Sports couldn’t save Bryce Gowdy, and his suicide shines a sad spotlight on an ignored crisis


Sports couldn’t save Bryce Gowdy, and his suicide shines a sad spotlight on an ignored crisis


.....It is unfortunate that it takes the death of blossoming black athletic bodies to heighten awareness of the demise of young black bodies not necessarily part of our sports industrial complex. But that has become our value system. We pay attention to the black boys who entertain us. Others may as well be invisible. No matter that all of them suffer the same troubles, such as the trauma of racism, chaotic home lives, unstable finances and, Lindsey added, a barrage of news reports about their lot that has engendered a sense of hopelessness....
.....The story that was supposed to be written about Bryce Gowdy — and Zachary Winston — was one you have read a dozen times over.
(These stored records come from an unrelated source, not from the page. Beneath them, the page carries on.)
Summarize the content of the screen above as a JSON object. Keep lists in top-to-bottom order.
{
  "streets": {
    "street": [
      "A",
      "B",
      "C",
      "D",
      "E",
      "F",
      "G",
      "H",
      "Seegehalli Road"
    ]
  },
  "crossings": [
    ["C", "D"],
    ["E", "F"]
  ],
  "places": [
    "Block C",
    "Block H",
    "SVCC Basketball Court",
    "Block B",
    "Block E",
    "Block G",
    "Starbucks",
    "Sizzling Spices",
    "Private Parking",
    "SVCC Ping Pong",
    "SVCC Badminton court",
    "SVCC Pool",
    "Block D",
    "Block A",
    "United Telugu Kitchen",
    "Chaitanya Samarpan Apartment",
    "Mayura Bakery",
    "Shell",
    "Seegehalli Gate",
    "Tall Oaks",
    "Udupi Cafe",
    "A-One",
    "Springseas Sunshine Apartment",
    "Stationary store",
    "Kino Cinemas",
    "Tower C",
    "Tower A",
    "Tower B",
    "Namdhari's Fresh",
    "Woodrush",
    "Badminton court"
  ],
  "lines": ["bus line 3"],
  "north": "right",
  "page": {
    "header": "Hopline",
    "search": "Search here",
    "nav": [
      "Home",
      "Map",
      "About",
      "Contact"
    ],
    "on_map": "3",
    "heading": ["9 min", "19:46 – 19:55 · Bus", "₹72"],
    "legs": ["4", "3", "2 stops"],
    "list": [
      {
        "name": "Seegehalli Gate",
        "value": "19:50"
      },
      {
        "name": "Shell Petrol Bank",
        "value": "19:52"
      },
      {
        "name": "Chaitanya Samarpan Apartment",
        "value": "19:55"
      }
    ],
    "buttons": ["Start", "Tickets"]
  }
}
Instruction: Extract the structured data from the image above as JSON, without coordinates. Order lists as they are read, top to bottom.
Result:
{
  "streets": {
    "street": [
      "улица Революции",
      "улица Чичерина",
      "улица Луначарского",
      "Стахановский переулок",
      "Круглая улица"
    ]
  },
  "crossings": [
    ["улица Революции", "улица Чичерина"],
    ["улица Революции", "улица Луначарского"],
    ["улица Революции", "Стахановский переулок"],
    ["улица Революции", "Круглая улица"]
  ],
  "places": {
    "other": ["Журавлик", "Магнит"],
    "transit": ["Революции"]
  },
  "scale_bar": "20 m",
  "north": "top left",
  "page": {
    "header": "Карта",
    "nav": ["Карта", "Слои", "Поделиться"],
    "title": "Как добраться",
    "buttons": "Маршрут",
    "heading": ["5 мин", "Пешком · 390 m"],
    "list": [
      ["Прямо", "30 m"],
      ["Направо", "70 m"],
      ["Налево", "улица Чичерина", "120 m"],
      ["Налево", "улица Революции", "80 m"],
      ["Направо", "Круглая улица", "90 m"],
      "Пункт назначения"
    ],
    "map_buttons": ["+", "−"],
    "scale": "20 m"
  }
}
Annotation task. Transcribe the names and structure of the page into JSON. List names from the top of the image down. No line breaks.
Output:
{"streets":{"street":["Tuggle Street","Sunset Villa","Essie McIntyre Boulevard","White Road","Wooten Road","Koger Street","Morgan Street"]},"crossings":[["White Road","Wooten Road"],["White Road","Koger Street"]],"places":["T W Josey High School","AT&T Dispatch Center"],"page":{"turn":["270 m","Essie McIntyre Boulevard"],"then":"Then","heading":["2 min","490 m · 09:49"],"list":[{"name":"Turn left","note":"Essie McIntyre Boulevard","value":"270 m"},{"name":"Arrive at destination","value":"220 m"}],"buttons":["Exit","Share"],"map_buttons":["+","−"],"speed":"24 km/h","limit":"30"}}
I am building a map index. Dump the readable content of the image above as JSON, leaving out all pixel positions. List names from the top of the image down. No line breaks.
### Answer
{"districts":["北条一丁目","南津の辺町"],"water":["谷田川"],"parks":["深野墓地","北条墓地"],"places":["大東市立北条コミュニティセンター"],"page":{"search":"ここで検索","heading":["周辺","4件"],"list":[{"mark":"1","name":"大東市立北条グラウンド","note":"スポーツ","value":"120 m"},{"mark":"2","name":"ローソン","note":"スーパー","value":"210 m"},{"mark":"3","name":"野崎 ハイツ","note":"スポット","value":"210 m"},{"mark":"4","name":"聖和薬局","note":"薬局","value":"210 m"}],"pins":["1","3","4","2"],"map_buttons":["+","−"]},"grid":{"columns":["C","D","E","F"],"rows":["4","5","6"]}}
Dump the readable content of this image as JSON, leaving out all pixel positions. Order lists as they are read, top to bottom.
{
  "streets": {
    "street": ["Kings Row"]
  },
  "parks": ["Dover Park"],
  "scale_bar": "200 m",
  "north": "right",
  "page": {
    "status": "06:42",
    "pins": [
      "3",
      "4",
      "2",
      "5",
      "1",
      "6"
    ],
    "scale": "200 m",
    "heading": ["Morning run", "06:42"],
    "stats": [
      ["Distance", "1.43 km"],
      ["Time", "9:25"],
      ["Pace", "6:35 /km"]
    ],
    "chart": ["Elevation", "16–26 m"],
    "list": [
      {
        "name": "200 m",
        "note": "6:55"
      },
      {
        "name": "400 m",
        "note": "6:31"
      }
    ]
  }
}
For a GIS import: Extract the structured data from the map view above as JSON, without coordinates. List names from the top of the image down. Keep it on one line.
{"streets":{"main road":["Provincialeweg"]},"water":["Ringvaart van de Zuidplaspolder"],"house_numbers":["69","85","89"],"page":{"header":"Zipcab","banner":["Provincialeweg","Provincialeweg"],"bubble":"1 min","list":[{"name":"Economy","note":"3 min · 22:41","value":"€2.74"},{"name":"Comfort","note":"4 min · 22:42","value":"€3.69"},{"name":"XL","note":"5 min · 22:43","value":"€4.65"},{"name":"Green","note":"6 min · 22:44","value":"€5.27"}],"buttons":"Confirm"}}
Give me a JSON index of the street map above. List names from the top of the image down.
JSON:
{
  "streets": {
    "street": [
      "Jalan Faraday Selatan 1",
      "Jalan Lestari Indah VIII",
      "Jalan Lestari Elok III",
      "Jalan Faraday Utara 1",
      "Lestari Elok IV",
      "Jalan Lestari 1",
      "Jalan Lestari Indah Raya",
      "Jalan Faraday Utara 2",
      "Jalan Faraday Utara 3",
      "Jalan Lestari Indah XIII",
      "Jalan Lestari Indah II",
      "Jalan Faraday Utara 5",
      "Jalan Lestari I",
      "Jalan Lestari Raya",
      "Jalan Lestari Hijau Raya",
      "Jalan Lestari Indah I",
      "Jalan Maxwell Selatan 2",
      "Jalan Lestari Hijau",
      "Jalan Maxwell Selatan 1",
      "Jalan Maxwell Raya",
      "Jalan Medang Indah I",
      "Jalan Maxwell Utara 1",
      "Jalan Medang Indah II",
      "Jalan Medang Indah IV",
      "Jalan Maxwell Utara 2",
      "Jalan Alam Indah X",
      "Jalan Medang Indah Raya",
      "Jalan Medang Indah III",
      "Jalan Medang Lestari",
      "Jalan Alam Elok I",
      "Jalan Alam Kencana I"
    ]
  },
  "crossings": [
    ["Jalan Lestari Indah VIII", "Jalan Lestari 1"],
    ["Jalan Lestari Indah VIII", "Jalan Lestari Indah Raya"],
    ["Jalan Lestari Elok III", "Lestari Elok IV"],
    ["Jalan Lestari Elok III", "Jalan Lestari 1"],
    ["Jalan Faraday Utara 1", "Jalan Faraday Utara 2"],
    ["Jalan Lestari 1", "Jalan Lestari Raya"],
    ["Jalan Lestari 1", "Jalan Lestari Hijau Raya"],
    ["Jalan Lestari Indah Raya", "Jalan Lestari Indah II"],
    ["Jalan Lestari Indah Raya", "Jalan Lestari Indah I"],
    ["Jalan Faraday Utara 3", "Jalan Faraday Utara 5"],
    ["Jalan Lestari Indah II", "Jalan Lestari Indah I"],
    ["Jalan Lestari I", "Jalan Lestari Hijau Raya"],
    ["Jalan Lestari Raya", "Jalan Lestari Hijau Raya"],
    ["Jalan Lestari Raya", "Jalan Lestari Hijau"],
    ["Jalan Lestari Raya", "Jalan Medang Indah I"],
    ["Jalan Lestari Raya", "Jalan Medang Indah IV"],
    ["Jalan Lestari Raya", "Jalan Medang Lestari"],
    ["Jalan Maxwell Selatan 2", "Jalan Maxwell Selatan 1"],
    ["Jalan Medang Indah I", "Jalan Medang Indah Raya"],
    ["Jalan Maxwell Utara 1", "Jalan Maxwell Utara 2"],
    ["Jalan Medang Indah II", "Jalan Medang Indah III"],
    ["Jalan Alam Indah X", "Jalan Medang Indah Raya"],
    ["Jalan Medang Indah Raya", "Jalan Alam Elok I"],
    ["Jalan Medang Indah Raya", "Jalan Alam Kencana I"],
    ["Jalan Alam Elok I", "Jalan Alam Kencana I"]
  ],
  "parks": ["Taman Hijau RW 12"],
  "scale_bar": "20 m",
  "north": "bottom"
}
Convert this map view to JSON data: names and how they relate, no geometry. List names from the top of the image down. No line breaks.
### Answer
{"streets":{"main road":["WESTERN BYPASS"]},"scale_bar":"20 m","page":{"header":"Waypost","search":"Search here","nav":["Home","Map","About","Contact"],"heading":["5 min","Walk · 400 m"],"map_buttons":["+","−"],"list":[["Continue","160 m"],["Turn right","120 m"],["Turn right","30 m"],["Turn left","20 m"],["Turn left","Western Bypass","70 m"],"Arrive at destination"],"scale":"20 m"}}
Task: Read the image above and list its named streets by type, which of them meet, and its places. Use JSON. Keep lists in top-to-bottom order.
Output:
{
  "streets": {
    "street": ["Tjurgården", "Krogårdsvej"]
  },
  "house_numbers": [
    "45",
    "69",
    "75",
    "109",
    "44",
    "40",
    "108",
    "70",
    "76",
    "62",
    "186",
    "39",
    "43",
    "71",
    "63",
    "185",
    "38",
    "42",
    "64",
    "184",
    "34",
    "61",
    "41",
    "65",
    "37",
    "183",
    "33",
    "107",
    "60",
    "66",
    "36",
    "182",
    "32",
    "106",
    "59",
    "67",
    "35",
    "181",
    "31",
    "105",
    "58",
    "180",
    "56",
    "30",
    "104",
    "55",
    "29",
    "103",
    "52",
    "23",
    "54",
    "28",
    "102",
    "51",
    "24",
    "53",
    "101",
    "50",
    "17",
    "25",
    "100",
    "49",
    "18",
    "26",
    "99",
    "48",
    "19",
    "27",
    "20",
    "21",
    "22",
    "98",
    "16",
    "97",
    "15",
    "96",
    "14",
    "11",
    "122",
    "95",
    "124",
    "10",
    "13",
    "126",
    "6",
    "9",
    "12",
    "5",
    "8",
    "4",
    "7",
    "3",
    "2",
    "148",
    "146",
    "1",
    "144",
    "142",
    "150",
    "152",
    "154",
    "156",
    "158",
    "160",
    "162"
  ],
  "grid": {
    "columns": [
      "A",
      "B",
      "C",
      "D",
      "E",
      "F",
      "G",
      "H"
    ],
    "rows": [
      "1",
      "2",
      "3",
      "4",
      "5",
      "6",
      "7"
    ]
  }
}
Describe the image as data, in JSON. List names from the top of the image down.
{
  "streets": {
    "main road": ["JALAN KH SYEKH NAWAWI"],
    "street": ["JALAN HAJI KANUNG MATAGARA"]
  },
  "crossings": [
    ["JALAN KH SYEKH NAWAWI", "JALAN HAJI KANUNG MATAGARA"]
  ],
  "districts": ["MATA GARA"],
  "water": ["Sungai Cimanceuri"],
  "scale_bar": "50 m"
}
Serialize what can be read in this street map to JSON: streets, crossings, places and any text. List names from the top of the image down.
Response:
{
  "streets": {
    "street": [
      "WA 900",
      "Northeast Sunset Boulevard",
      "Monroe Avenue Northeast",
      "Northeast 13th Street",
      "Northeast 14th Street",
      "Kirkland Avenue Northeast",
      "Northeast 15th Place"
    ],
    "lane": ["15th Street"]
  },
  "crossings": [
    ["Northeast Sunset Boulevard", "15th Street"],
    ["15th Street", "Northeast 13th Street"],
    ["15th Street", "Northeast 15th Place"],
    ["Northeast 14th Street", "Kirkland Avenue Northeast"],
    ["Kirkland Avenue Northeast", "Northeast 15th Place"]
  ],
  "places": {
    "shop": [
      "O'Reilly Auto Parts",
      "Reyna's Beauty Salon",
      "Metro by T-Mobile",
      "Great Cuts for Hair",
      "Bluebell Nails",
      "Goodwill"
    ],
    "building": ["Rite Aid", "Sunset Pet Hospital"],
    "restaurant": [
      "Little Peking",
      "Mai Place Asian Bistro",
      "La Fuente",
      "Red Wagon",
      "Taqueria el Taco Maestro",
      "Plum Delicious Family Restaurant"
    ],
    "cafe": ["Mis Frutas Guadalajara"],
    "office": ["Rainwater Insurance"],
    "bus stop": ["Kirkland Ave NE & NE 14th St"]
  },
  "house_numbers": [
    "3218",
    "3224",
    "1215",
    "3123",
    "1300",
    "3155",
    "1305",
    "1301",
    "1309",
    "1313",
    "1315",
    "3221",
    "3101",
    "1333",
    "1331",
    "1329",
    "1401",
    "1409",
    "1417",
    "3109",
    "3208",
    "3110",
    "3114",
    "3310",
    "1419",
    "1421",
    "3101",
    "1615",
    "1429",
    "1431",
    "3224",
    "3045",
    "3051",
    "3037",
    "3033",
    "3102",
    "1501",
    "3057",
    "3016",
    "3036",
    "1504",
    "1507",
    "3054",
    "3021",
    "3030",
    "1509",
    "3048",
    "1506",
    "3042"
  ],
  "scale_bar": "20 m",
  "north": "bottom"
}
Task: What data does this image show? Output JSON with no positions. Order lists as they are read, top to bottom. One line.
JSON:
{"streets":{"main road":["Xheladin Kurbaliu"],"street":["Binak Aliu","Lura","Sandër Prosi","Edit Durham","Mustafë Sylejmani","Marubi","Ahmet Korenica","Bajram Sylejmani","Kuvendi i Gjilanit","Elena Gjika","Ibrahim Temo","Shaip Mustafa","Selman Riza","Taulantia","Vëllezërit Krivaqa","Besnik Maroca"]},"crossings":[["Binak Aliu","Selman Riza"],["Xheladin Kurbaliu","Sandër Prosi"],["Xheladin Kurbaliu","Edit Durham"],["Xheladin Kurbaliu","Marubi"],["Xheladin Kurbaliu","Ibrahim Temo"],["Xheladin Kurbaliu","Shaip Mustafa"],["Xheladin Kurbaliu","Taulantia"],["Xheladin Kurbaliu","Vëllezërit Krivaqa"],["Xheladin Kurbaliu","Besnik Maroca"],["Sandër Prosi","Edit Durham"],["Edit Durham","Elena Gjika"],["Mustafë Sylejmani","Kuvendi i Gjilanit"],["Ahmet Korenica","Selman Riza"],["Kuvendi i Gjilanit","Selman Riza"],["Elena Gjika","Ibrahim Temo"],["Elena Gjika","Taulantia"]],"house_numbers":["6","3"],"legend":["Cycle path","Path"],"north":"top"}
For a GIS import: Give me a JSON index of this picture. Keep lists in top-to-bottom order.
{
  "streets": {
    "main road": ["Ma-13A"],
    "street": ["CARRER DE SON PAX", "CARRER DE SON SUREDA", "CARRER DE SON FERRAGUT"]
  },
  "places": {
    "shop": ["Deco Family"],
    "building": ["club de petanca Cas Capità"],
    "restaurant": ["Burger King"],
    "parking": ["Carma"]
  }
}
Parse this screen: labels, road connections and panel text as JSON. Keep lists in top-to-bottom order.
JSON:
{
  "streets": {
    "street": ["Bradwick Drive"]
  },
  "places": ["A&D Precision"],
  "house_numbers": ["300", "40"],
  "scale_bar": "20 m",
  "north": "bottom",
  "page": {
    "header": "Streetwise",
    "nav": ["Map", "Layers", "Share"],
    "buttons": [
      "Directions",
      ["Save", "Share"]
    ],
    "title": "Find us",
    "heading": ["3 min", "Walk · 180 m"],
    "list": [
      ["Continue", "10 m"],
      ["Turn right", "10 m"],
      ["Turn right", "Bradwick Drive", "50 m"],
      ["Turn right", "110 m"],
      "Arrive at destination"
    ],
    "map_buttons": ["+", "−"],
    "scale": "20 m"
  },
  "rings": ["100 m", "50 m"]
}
It was supposed to be how sports rescued them from a bad-luck situation, the vagaries of growing up poor, having to survive a violence-ridden neighborhood where its most prominent members are kings and queens of a lumpenproletariat.

But they turned out, sadly, to tell another story. It is, as Taylor observed in her remarks more than seven years ago now, that to be young, black and male in America — gifted or not — too often means to be “demonized and dehumanized in such a way that the very desire to be alive is taken away.”.....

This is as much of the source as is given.